Other factors that may need some special attention are the entry of extraneous species into the ponds and the maintenance of optimum salinity.
In regard to the culture of Chrysichthys, the following research needs were identified:
(i) Study of maturation and breeding;
(ii) development of brood-stock rearing methods and induced breeding;
(iii) hatchery systems and rearing of larvae and fry;
(iv) nutritional studies and development of suitable feeds for larvae, fry and adults;
(v) determination of stocking rates, feeding regimes, growth and yield in production ponds;
(vi) diseases and. disease control;
(vii) economic evaluation of culture system.
Of equal importance to both Tilapia and Chrysichthys culture in brackish water would be the design of ponds, methods of leaching pond soils and the control of pH of pond water.
As regards tilapia culture in brackish water, besides the research described under freshwater pond culture, the effect of salinity has to be studied. This can be tested in the laboratory and based on the results obtained, breeding, larval rearing and production experiments should be carried out, using different salinity ranges as a major variable.
In research on Chrysichthys culture, field observations along with laboratory examinations would provide the basic information on maturity and breeding seasons. Induced breeding experiments have to be carried out with fish pituitaries as well as mammalian and synthetic hormones, to determine their relative efficiencies and the dosages to be used. Suitable hatching and larval rearing techniques have to be evolved by trying the methods already adopted in catfish hatcheries and making modifications found necessary.
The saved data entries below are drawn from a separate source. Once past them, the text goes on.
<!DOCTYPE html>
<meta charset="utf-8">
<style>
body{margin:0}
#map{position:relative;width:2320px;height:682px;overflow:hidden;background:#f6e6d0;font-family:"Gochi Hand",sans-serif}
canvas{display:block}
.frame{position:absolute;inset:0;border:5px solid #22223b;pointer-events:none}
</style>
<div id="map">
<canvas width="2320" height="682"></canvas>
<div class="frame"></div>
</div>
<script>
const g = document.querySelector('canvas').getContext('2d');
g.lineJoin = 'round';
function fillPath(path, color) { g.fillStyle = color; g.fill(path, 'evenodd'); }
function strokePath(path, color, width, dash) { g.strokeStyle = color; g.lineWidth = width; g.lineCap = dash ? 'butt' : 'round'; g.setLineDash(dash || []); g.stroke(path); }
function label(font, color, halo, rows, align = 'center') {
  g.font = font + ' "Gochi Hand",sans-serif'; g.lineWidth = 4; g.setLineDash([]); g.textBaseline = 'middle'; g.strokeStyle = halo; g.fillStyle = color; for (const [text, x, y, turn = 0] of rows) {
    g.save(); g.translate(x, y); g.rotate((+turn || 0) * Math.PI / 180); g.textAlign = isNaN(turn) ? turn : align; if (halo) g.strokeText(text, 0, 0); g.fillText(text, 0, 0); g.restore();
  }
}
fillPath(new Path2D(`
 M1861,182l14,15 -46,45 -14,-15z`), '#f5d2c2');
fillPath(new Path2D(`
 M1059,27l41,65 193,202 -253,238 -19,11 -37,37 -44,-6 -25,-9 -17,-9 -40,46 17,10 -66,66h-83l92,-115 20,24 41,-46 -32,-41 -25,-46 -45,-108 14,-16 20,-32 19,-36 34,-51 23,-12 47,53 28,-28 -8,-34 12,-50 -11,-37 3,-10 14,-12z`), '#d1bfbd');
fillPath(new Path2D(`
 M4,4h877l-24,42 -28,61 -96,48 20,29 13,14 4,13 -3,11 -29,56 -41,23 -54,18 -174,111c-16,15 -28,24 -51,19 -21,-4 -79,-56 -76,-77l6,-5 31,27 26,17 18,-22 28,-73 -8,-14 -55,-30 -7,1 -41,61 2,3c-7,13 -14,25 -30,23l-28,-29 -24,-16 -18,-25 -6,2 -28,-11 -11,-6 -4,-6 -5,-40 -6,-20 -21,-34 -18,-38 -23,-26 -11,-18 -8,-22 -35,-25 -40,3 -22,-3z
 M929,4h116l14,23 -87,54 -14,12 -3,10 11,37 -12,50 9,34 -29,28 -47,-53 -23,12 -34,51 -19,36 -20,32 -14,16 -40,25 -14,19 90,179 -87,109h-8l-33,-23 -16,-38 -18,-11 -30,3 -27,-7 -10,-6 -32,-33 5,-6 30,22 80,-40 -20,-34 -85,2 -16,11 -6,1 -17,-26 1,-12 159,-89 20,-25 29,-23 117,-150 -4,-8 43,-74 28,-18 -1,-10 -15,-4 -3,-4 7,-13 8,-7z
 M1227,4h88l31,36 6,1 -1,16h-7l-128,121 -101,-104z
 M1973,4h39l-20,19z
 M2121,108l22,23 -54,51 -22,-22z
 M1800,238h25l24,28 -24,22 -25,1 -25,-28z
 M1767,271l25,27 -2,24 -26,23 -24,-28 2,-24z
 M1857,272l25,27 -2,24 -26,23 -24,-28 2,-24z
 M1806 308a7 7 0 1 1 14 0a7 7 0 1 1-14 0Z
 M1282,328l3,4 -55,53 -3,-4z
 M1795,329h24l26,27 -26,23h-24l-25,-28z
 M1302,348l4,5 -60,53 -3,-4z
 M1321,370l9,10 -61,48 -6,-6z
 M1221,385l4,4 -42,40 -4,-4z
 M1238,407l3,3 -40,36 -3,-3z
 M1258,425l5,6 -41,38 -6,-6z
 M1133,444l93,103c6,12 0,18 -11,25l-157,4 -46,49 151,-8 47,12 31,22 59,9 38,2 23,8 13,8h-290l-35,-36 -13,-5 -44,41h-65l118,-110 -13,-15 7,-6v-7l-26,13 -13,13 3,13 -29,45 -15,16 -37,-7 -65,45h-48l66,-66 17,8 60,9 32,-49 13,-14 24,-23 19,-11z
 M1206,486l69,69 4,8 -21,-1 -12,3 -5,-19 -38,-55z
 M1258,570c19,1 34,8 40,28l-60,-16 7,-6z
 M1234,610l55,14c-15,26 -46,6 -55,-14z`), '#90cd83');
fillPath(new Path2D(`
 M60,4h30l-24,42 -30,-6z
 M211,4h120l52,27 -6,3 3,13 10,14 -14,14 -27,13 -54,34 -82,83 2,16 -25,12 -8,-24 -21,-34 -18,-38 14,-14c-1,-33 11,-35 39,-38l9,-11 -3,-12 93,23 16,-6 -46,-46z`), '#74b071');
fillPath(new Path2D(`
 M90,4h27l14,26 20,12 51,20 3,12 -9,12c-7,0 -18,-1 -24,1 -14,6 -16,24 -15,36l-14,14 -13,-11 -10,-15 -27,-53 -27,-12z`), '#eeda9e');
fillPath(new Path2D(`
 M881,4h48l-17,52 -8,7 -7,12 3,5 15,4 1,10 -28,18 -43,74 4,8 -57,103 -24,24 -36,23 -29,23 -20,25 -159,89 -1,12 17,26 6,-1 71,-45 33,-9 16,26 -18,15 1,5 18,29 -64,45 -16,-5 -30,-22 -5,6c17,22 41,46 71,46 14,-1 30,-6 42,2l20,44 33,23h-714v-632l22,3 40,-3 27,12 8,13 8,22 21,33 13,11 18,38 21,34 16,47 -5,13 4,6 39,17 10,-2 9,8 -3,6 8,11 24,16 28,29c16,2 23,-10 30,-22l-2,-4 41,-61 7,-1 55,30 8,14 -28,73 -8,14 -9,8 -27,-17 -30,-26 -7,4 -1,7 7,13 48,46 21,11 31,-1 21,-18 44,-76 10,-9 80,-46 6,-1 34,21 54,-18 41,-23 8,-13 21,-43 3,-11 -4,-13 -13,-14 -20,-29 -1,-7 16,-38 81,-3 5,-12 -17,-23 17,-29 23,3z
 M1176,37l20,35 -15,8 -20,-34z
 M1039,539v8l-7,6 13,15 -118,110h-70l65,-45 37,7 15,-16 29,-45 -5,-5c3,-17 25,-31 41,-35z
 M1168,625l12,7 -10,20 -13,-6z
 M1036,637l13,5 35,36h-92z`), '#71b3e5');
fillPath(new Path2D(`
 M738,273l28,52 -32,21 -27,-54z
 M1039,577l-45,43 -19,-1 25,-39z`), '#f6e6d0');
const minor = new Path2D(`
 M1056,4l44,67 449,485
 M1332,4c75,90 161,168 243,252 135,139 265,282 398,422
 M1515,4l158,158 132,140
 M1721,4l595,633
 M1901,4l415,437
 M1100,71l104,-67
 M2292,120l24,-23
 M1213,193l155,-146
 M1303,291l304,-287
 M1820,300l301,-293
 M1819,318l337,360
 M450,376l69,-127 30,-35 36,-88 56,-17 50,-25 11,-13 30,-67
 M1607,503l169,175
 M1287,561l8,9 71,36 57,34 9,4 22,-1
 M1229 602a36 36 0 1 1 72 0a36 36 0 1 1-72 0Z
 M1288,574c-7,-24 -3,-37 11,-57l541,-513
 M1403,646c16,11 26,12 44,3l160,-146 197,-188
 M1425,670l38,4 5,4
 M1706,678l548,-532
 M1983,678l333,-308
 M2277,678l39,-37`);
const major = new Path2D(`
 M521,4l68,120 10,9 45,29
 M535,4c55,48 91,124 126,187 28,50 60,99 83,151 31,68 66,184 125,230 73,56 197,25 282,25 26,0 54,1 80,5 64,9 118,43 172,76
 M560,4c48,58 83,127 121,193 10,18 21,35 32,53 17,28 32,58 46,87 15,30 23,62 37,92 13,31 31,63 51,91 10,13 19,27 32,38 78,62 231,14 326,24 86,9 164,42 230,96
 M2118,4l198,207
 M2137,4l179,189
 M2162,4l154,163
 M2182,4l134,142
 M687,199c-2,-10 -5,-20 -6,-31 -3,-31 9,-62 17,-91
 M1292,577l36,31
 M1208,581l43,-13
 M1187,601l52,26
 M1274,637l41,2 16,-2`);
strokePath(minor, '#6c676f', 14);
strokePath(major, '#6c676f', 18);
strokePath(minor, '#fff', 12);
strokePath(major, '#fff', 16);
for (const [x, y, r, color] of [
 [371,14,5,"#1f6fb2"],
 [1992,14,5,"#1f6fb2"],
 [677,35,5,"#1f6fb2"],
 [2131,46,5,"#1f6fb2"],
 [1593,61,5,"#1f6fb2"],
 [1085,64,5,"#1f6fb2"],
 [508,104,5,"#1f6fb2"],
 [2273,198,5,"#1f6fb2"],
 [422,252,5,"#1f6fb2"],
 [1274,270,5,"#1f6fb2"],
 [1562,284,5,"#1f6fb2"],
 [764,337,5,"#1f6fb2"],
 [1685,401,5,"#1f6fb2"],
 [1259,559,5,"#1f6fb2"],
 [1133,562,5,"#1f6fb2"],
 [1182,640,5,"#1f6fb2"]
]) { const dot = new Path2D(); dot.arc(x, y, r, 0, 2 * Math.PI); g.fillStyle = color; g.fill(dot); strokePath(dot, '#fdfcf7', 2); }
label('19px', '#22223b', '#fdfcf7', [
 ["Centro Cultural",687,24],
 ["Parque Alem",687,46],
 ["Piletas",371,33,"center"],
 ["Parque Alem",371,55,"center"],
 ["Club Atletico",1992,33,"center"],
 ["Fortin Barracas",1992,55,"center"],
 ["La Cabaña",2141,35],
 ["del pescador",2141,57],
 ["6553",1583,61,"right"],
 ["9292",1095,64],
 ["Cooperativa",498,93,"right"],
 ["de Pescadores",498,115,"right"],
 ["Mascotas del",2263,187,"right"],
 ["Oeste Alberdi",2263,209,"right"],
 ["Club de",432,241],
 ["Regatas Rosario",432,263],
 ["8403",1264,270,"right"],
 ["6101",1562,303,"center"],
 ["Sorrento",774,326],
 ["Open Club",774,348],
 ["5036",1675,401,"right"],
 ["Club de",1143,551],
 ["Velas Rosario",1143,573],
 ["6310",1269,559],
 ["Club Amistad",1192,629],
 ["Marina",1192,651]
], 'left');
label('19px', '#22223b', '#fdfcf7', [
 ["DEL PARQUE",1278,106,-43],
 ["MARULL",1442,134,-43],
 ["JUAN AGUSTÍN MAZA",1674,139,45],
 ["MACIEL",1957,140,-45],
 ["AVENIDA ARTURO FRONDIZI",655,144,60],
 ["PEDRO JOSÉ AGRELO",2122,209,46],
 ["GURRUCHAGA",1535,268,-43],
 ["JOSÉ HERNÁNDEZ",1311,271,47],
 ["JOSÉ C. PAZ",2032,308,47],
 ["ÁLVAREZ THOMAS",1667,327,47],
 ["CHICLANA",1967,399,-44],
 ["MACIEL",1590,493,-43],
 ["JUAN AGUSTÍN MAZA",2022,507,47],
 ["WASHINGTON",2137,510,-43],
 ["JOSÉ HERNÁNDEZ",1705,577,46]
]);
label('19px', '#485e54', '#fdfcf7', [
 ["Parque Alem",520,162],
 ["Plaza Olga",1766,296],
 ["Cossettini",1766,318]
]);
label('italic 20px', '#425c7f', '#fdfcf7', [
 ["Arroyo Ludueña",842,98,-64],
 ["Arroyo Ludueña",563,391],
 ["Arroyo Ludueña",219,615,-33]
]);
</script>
The approach to be adopted for nutritional studies and feed preparation and testing, would be basically the same as for Tilapia and Clarias. A basic formulation may have to be used initially and necessary modifications incorporated when more precise information on nutritional needs and feed conversion ratios become available.
Well-planned production experiments using different stocking rates, feeds and feeding procedures and pond management, including salinity and pH control and growing periods, should be carried out. Full evaluation of cost-benefit ratios will be necessary to determine the most economic farming methods. Even though the species can probably be bred only once a year, it may be possible to obtain more than one crop a year by stock manipulation. Partial cropping from a very densely stocked pond, say after four or five months, may give the first crop of fish or minimum marketable size, and later in about ten months a second crop of larger fish. This possibility and related economics should be studied.
The introduction of improved designs of brackishwater pond farms should be considered. Improvement of the texture and acidity of the peaty soils of fish ponds built in mangrove swamps of ten takes two or three years. This period can probably be reduced by regular leaching of the soil with tidal and rain water. Suitable deep trenches may be built on the pond bottom to facilitate the leaching and draining of ponds. This, combined with liming should be tried to accelerate the improvement of pond soils. Inexpensive methods of consolidating pond dikes, and the prevention of pH changes of pond water due to rain water washing down the acidic soils of dikes, should be developed.